Souvent, quand on invoque la rectitude politique, c'est parce qu'on veut continuer de dire des conneries, et c'est une façon plutôt efficace de réfuter ceux qui les dénoncent. La rectitude politique, ça dérange surtout ceux qui profitent du statu quo, et ceux-là, ils ne vivent rarement l'iniquité sociale au quotidien. La rectitude politique nous force donc à confronter le climat social actuel, ce qui, dans le meilleurs des cas, peut mener à mieux comprendre pourquoi certaines communautés se sentent blessées par certains propos.

Il existe toujours des inégalités

Qu'on se le dise : la discrimination, ce n'est pas réglé. Les femmes ne peuvent pas se promener seules sans être harcelées et elles gagnent en moyenne 75% du salaire des hommes. Le profilage racial est un problème qui règne au sein de la force policière. On vandalise des mosquées. Et malgré les arguments pour la laïcité au Québec, les modèles proposés favoriseraient quand même les mœurs et fêtes chrétiennes, convenablement désignées « historiques ». Tant que ces inégalités persistent, il y aura toujours des propos blessants pour ceux qui ne sont pas représentés par la culture dominante. Limiter ce genre de propos, c'est tant une admission que ces inégalités existent qu'un pas vers l'égalité qu'on recherche.

L'idée n'est pas fixe

La liberté d'expression n'est pas figée dans le temps. Elle occasionne un libre-échange d'idées, et ces idées sont mutables parce qu'elles sont alimentées par des contextes sociaux qui ressemblent à leur place dans l'histoire et dans le monde. La liberté d'expression est donc de nature évolutive. Ce qui était acceptable hier ne le sera pas demain; ce qui est offusquant ici ne l'est pas encore ailleurs. Tout ça, c'est inévitable. La liberté d'expression nous permet de changer d'avis puisqu'elle nous donne accès aux idées divergentes. C'est grâce à cette diversité que certains débats avancent et que la qualité d'expression s'améliore. Tant mieux si ça veut dire que les jokes de viol seront bientôt chose du passé.

Liberté, égalité, fraternité! (quand ça nous arrange)

Sommes-nous donc réellement libres de nous exprimer comme bon nous semble? Oui, mais c'est proportionnel à où on en est dans notre projet de société. Choses certaines : nous n'aimons pas les idées qui risquent de faire mal, et nous n'avons pas de difficulté à accueillir les idées qui se marient bien aux idéologies dominantes. Le reste, ça se discute.
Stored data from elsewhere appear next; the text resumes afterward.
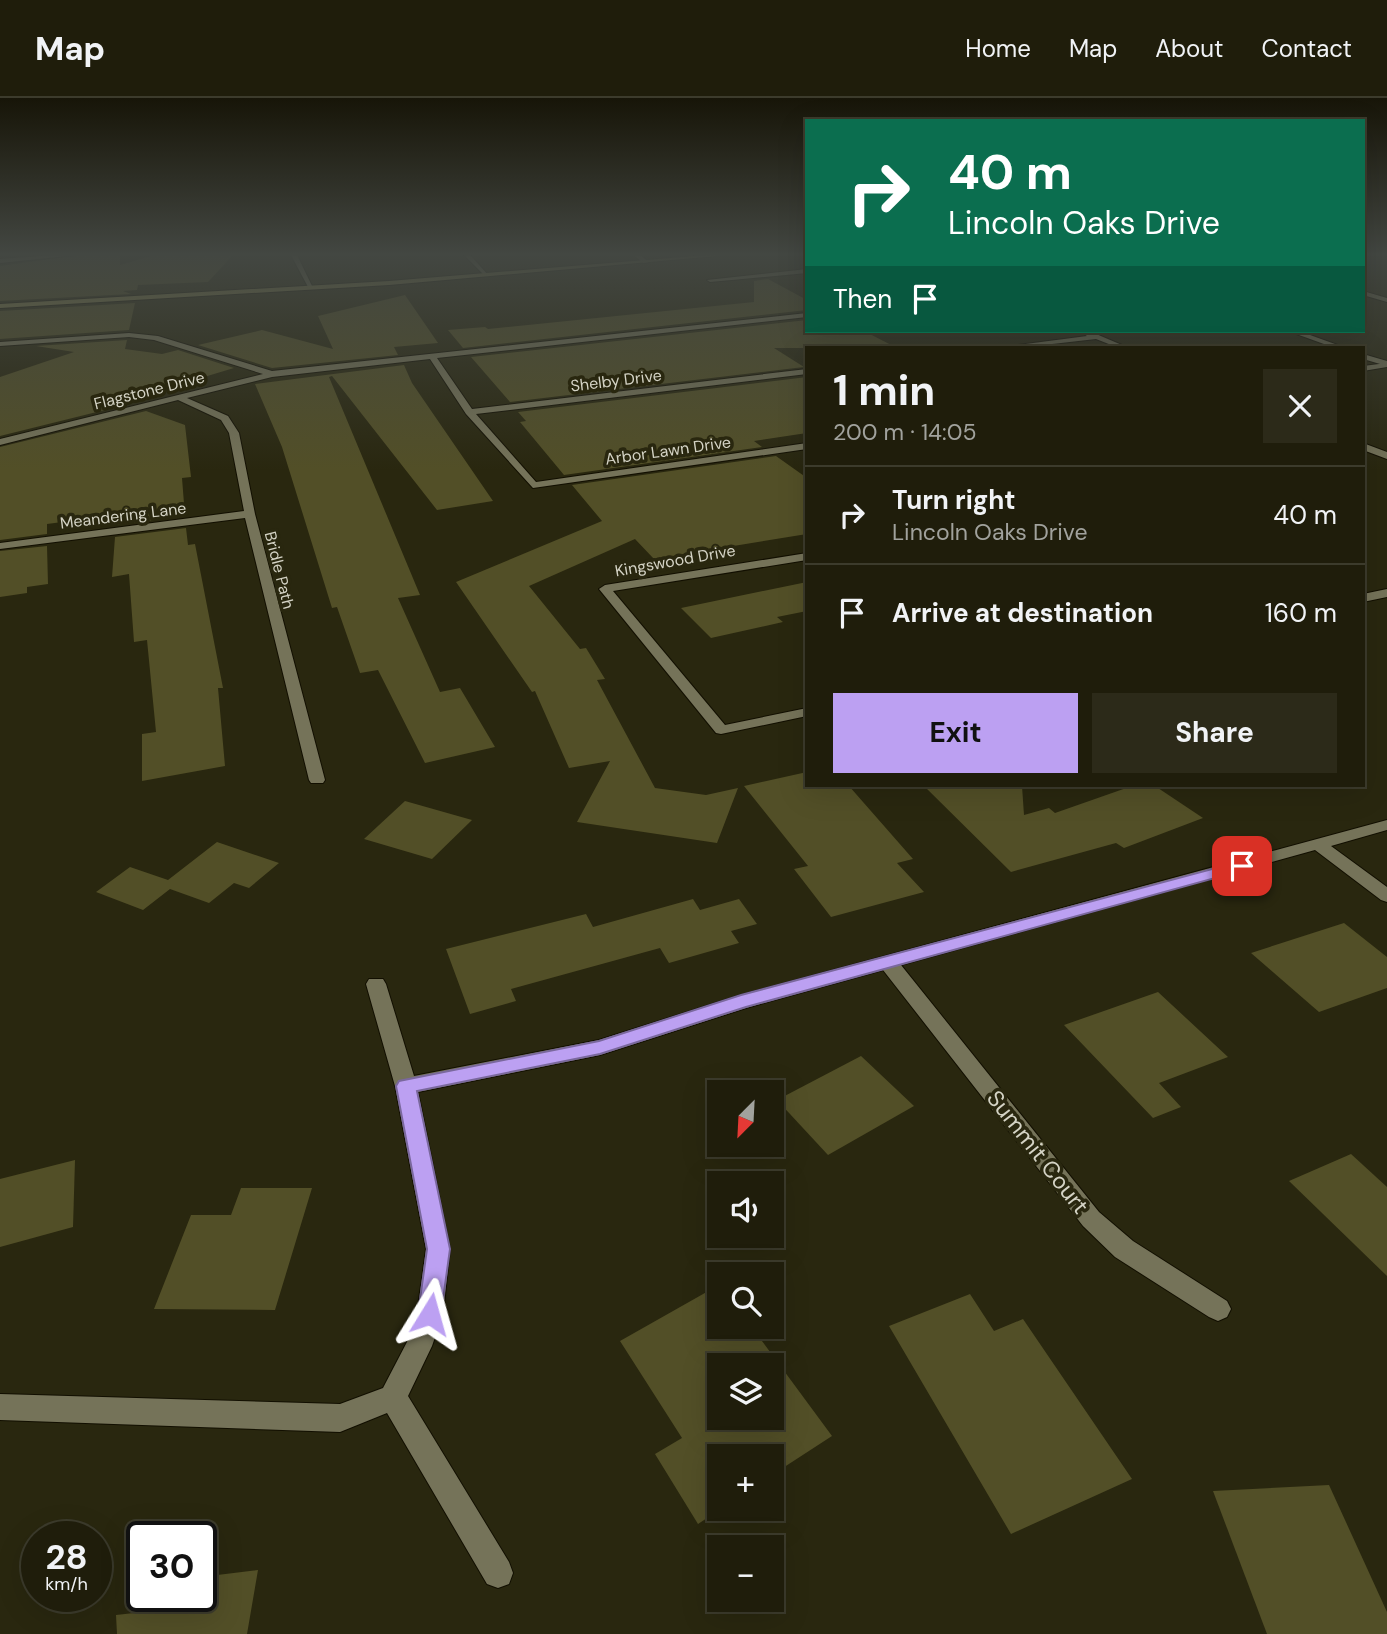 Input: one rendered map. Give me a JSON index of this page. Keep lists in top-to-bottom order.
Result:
{
  "streets": {
    "street": [
      "Shelby Drive",
      "Flagstone Drive",
      "Arbor Lawn Drive",
      "Meandering Lane",
      "Kingswood Drive",
      "Bridle Path",
      "Summit Court"
    ]
  },
  "crossings": [
    ["Shelby Drive", "Arbor Lawn Drive"],
    ["Flagstone Drive", "Bridle Path"],
    ["Meandering Lane", "Bridle Path"]
  ],
  "north": "bottom left",
  "page": {
    "header": "Map",
    "nav": [
      "Home",
      "Map",
      "About",
      "Contact"
    ],
    "turn": ["40 m", "Lincoln Oaks Drive"],
    "then": "Then",
    "heading": ["1 min", "200 m · 14:05"],
    "list": [
      {
        "name": "Turn right",
        "note": "Lincoln Oaks Drive",
        "value": "40 m"
      },
      {
        "name": "Arrive at destination",
        "value": "160 m"
      }
    ],
    "buttons": ["Exit", "Share"],
    "map_buttons": ["+", "−"],
    "speed": "28 km/h",
    "limit": "30"
  }
}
Le gouvernement ne m'arrêtera pas pour avoir écrit ce texte. D'ailleurs, ce sont souvent ceux qui laissent des commentaires à la fin de mes billets qui me conseillent de me la fermer. Rien n'arrive à ceux qui manquent particulièrement de politesse.

Quand la liberté d'expression des uns déclenche la goujaterie gratuite des autres, on retient qu'on est libre de s'exprimer, mais jamais libre des conséquences.